Florist to the stars
It’s 7am, and the BE team is still adjusting to daylight. But across the room, a figure is sipping on his second espresso of the morning having already made a run to the flower markets of East London. Here is a man who does nothing by halves.
Rob Van Helden is a florist extraordinaire: a man renowned for his creative vision, beautiful arrangements and attention to detail. It is no wonder that the walkway to his flower kitchen is lined with pictures and handwritten notes of thanks from world leaders and stars alike.
As we sit by his desk, surrounded by flowers, heavenly scents and props to die for, Rob tells us about the journey that led to his designs appearing at exclusive events for the likes of Nelson Mandela, Elton John, and the Royal family.
BE: So, where did it all begin?
Rob: As a schoolboy in my native Holland, I helped in the local flower shop in the village at weekends and summer holidays: cleaning up, deliveries, whatever was needed. I studied Business and later, in Oxford, Management. I spent time across 12 different departments in Selfridge’s, London, before finishing my rotation selling flowers.
18 months later, I was floor manager and sick and tired of having to wear a suit and tie every day, so I moved to the design team.
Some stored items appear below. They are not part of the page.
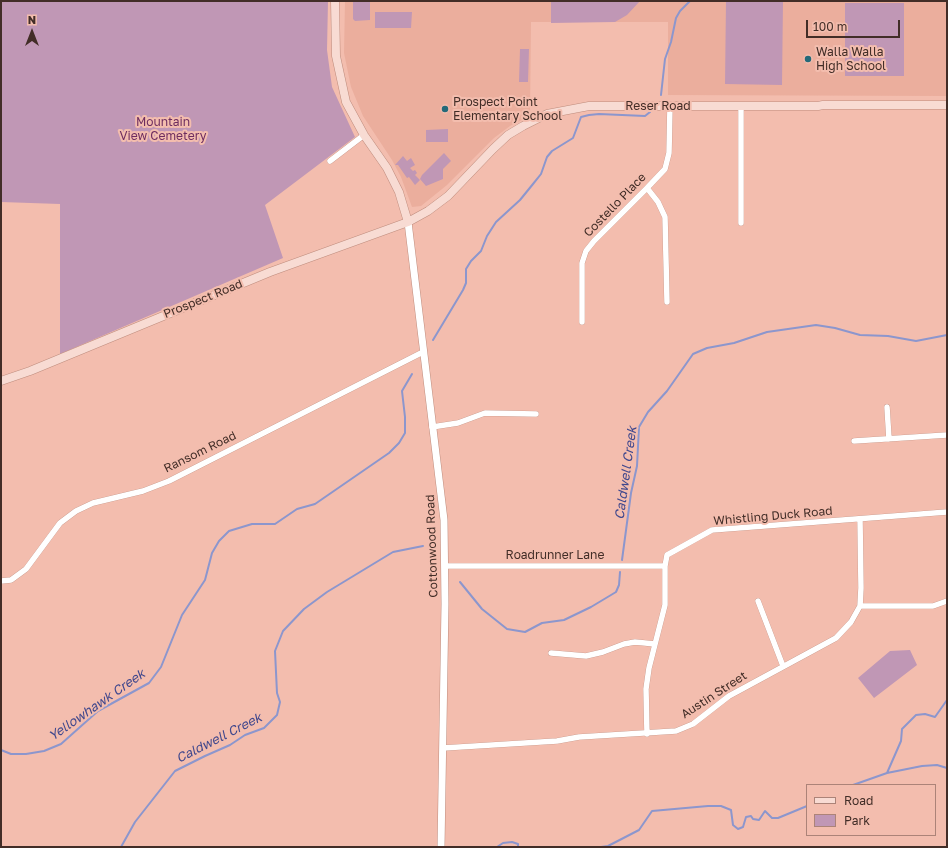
<!DOCTYPE html>
<html>
<head>
<meta charset="utf-8">
<style>
	body { margin:0 }
	#map { position:relative; width:948px; height:848px; overflow:hidden; background:#f3bdae; font-family:"Golos Text",sans-serif }
	canvas { display:block }
	.frame { position:absolute; inset:0; border:2px solid #422d27; pointer-events:none }
	.legend { position:absolute; left:806px; top:784px; width:130px; height:52px; box-sizing:border-box; background:#f3bdae; border:1px solid #ac8378; margin:0; padding:5px 7px; list-style:none; font-size:12px; color:#422d27 }
	.legend li { display:flex; align-items:center; gap:8px; height:20px }
	.legend b { width:20px; border:1px solid #ac8378 }
	.north { position:absolute; left:12px; top:12px; width:40px; height:40px; -webkit-text-stroke:3px #f3bdae; paint-order:stroke; rotate:0deg; font-size:11px; font-weight:700; line-height:16px; text-align:center; color:#422d27 }
	.north::after { content:''; display:block; margin:auto; width:14px; height:18px; background:#422d27; clip-path:polygon(50% 0,100% 100%,50% 72%,0 100%) }
	.scale { position:absolute; left:806px; top:20px; width:94px; height:18px; box-sizing:border-box; border:2px solid #422d27; border-top:0; padding-left:5px; font-size:12px; line-height:14px; white-space:nowrap; color:#422d27; -webkit-text-stroke:3px #f3bdae; paint-order:stroke }
</style>
</head>
<body>
<div id="map">
<canvas width="948" height="848"></canvas>
<div class="frame"></div>
<ul class="legend">
<li><b style="height:5px;background:#f8dbd3"></b>Road</li>
<li><b style="height:11px;background:#c097b5"></b>Park</li>
</ul>
<div class="north">N</div>
<div class="scale">100 m</div>
</div>
<script>
const ctx = document.querySelector('canvas').getContext('2d');
ctx.lineJoin = 'round';
function fill(path, color) { ctx.fillStyle = color; ctx.fill(path, 'evenodd'); }
const shape = rows => new Path2D(rows.map(r => 'M' + r).join(''));
function stroke(path, color, width, dash) { ctx.strokeStyle = color; ctx.lineWidth = width; ctx.lineCap = dash ? 'butt' : 'round'; ctx.setLineDash(dash || []); ctx.stroke(path); }
function drawText(font, color, halo, rows, align = 'center') {
  ctx.font = font + ' "Golos Text",sans-serif'; ctx.lineWidth = 4; ctx.setLineDash([]); ctx.textBaseline = 'middle'; ctx.strokeStyle = halo; ctx.fillStyle = color; for (const [text, x, y, turn = 0] of rows) {
    ctx.save(); ctx.translate(x, y); ctx.rotate((+turn || 0) * Math.PI / 180); ctx.textAlign = isNaN(turn) ? turn : align; if (halo) ctx.strokeText(text, 0, 0); ctx.fillText(text, 0, 0); ctx.restore();
  }
}
const built = shape([
	[345,1,947,1,947,96,668,95,668,22,531,22,530,116,510,126,494,138,447,185,421,206,412,207,401,177,392,160,363,116,351,87,344,53]
]);
const green = shape([
	[1,1,328,1,327,50,332,87,355,137,265,205,283,258,60,354,60,204,1,202],
	[353,1,370,1,370,20,355,21,353,19],
	[551,1,640,1,627,15,615,22,551,23],
	[726,1,783,1,782,85,725,84],
	[845,3,904,3,904,76,845,76],
	[375,12,412,12,411,28,375,28],
	[520,49,529,49,528,82,519,82],
	[448,129,448,142,426,142,426,130],
	[444,153,451,161,443,169,443,179,426,186,420,179,422,175],
	[403,156,407,161,411,158,415,165,410,168,413,171,415,170,417,173,415,175,420,180,415,185,409,177,407,178,398,165,395,165],
	[910,650,917,665,874,698,858,678,890,651]
]);
const stream = shape([
	[661,95,665,59,671,42,676,18,680,11,690,1],
	[433,340,463,290,466,283,466,269,471,261,481,251,487,236,496,222,520,200,533,184,541,174,547,157,552,151,573,138,581,117,589,115,599,114,645,116,650,112],
	[622,560,631,493,637,466,639,427,648,412,667,391,693,354,707,348,734,343,767,332,816,325,835,328,860,335,888,336,916,341,947,335],
	[460,582,482,609,507,629,525,632,542,623,564,620,591,607,616,592,619,585,620,572],
	[1,750,11,754,26,754,44,751,61,744,98,711,149,683,161,667,182,615,205,580,212,553,219,541,229,531,252,524,275,524,297,509,315,504,389,453,399,443,405,433,405,417,402,391,412,374],
	[887,773,922,766,937,765,947,768],
	[853,785,887,773,901,741,902,729,916,715,925,714,935,717,947,700],
	[121,847,135,822,175,771,205,756,230,745,245,735,264,728,277,715,280,702,277,693,275,651,283,631,304,609,327,592,393,552,423,546],
	[497,847,503,843,512,842,518,844,518,847],
	[601,847,608,846,639,830,652,811,708,806,721,806,731,810,733,825,738,829,743,827,746,817,751,816,753,819,759,820,765,811,772,818,778,818,807,806]
]);
const minor = shape([
	[741,106,741,223],
	[330,161,364,135],
	[647,188,658,202,665,217,667,302],
	[582,322,582,263,586,251,594,241,647,188,665,169,669,153,670,106],
	[887,407,889,439],
	[432,427,458,423,485,413,536,414],
	[854,441,947,435],
	[445,566,665,566],
	[1,581,11,580,26,569,60,523,76,511,93,503,143,491,169,481,423,352],
	[758,601,783,666],
	[860,606,933,606,947,601],
	[551,653,586,656,603,652,624,644,635,642,655,644],
	[647,734,646,689,649,668,665,605,665,566,667,555,712,530,947,512],
	[443,748,557,741,579,737,676,731,693,724,729,696,836,638,851,622,860,606,861,588,860,519]
]);
const tertiary = shape([
	[408,222,444,520,445,604,441,847]
]);
const secondary = shape([
	[335,1,336,56,346,102,364,135,387,168,399,192,408,222],
	[1,381,30,371,270,272,408,222,428,211,448,196,493,149,508,135,523,126,547,114,589,106,818,106,823,105,947,105]
]);
const markers = [
	[808,59,4,"#246979"],
	[445,109,4,"#246979"]
];
const poiNames = [
	["Walla Walla",816,52],
	["High School",816,66],
	["Prospect Point",453,102],
	["Elementary School",453,116]
];
const streetNames = [
	["Reser Road",658,106],
	["Costello Place",615,205,-46],
	["Prospect Road",203,299,-22],
	["Ransom Road",200,452,-26],
	["Whistling Duck Road",773,516,-5],
	["Cottonwood Road",432,546,-92],
	["Roadrunner Lane",555,555],
	["Austin Street",714,695,-33]
];
const parkNames = [
	["Mountain",163,122],
	["View Cemetery",163,136]
];
const waterNames = [
	["Caldwell Creek",626,473,-82],
	["Yellowhawk Creek",97,705,-35],
	["Caldwell Creek",219,738,-27]
];
fill(built, '#ebae9d');
fill(green, '#c097b5');
stroke(stream, '#8c96cd', 2);
stroke(minor, '#be8c7d', 6);
stroke(tertiary, '#be8c7d', 8);
stroke(secondary, '#be8c7d', 9);
stroke(minor, '#fff', 5.5);
stroke(tertiary, '#fff', 7);
stroke(secondary, '#f8dbd3', 8);
for (const [x, y, r, color] of markers) { const dot = new Path2D(); dot.arc(x, y, r, 0, 2 * Math.PI); ctx.fillStyle = color; ctx.fill(dot); stroke(dot, '#f3bdae', 1.5); }
drawText('12px', '#422d27', '#f3bdae', poiNames, 'left');
drawText('12px', '#422d27', '#f3bdae', streetNames);
drawText('12px', '#6e2d60', '#f3bdae', parkNames);
drawText('italic 13px', '#41488d', '#f3bdae', waterNames);
</script>
</body>
</html>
I started from the bottom, cleaning up after people. Then one day, the head florist said: ‘Rob, oh my God, we’re running out of time. Please, can you knock up some decorations as well?
What happened next?
It turned out well so I did more jobs and arrangements, and after a year, I went out on my own, very small you see, just a few flowers for people. Then my sister Patrice came over from Holland and together, out of the back of our old Volvo, we sold flowers and got to know people. We did bigger and bigger jobs by word of mouth alone, and 30 years later, here we are.
You’ve travelled all over the world. What was your highlight?
We’ve been to Mexico, the Maldives. I’ve done 27 weddings in India alone. The beauty is the variety.
Wow. Do you have a favourite flower to use?
My all-time favourite is Lily of the Valley, a signature flower for wedding bouquets. I love the simplicity and the fragrance. When a bride spends a fortune on an amazing wedding dress, the flowers need to complement, not take over. That’s why I love the innocence of Lily of the Valley. It’s pure and simple elegance.
But I’m the first to admit when flowers become a luxury, there is a snobbery that can come with that. For instance, the idea that you can’t use chrysanthemum, carnations or gypsophila.
I think it’s all about what you do with the flowers and how you present them, and I’m a great believer in keeping flowers for what they are.
In what sense?
I hate spraying flowers, putting diamantes in them, dying them. They’re a natural product. Leave them for what they are.
But each couple’s requirements are different. If someone wants a vintage look, you mix flowers with herbs and fruit.
Do you enjoy mixing different types of flowers?
I do, but at the same time I love doing vast, big decorations of one type of flower because they speak for themselves. Flowers work so beautifully en masse. That look suits some people, some venues, some types of parties. It’s all very subjective, of course.
Do you see any wedding trends on the horizon?
Props are a big thing for us. That’s why you have to keep your finger on the pulse, and you have to look around because people are demanding. They want new, original things.
As a florist, you build up a reputation for a certain style but we pride ourselves on creating any style. We can use all glass, silver or crystal, for instance. We can go modern, classic, vintage, eclectic. We’re here to serve anybody and everybody.
We’ve seen you personally hand-deliver a bouquet to the bride, and fix buttonholes on lapels. Do you like being hands-on?
It’s the personal touch, I think, that is the most beautiful thing. Of course, money is one thing, but the happiness you feel when you see the bride walk in and they all say: ‘Wow.’ That’s the biggest compliment you can get.
You build up a relationship with clients for many months, and you make their dreams come true. Then one day you receive a letter or call to say they were blown away. Then the 18-hour days and all the stress – it’s paid off.
As we leave Rob’s studio, he gives us a goody bag filled with scented candles and diffusers hand-picked from his own range. He tells us: ‘For your team to enjoy at your HQ while you work.’
Like he said, the personal touch.
Rob’s top tips for planning your wedding florals:
MATCH FLOWERS TO YOUR DATE
Flowers can be flown in off season but I think it’s heart-breaking when you see peonies or sweet peas in December. Make the best of what’s available to you and embrace nature.
UTILISE THE SEASON
Take your colour theme cue from the season. For summer weddings, look at pastels or white. A winter wedding lends itself to warmer, richer colours.
CONSIDER YOUR VENUE
If a couple books the Dorchester and then covers the walls in fabrics and puts a new carpet down, why go to the Dorchester? You might as well build a marquee or go into a warehouse.
KEEP WITHIN YOUR LIMITS
Consider your budget and what you can or are willing to spend.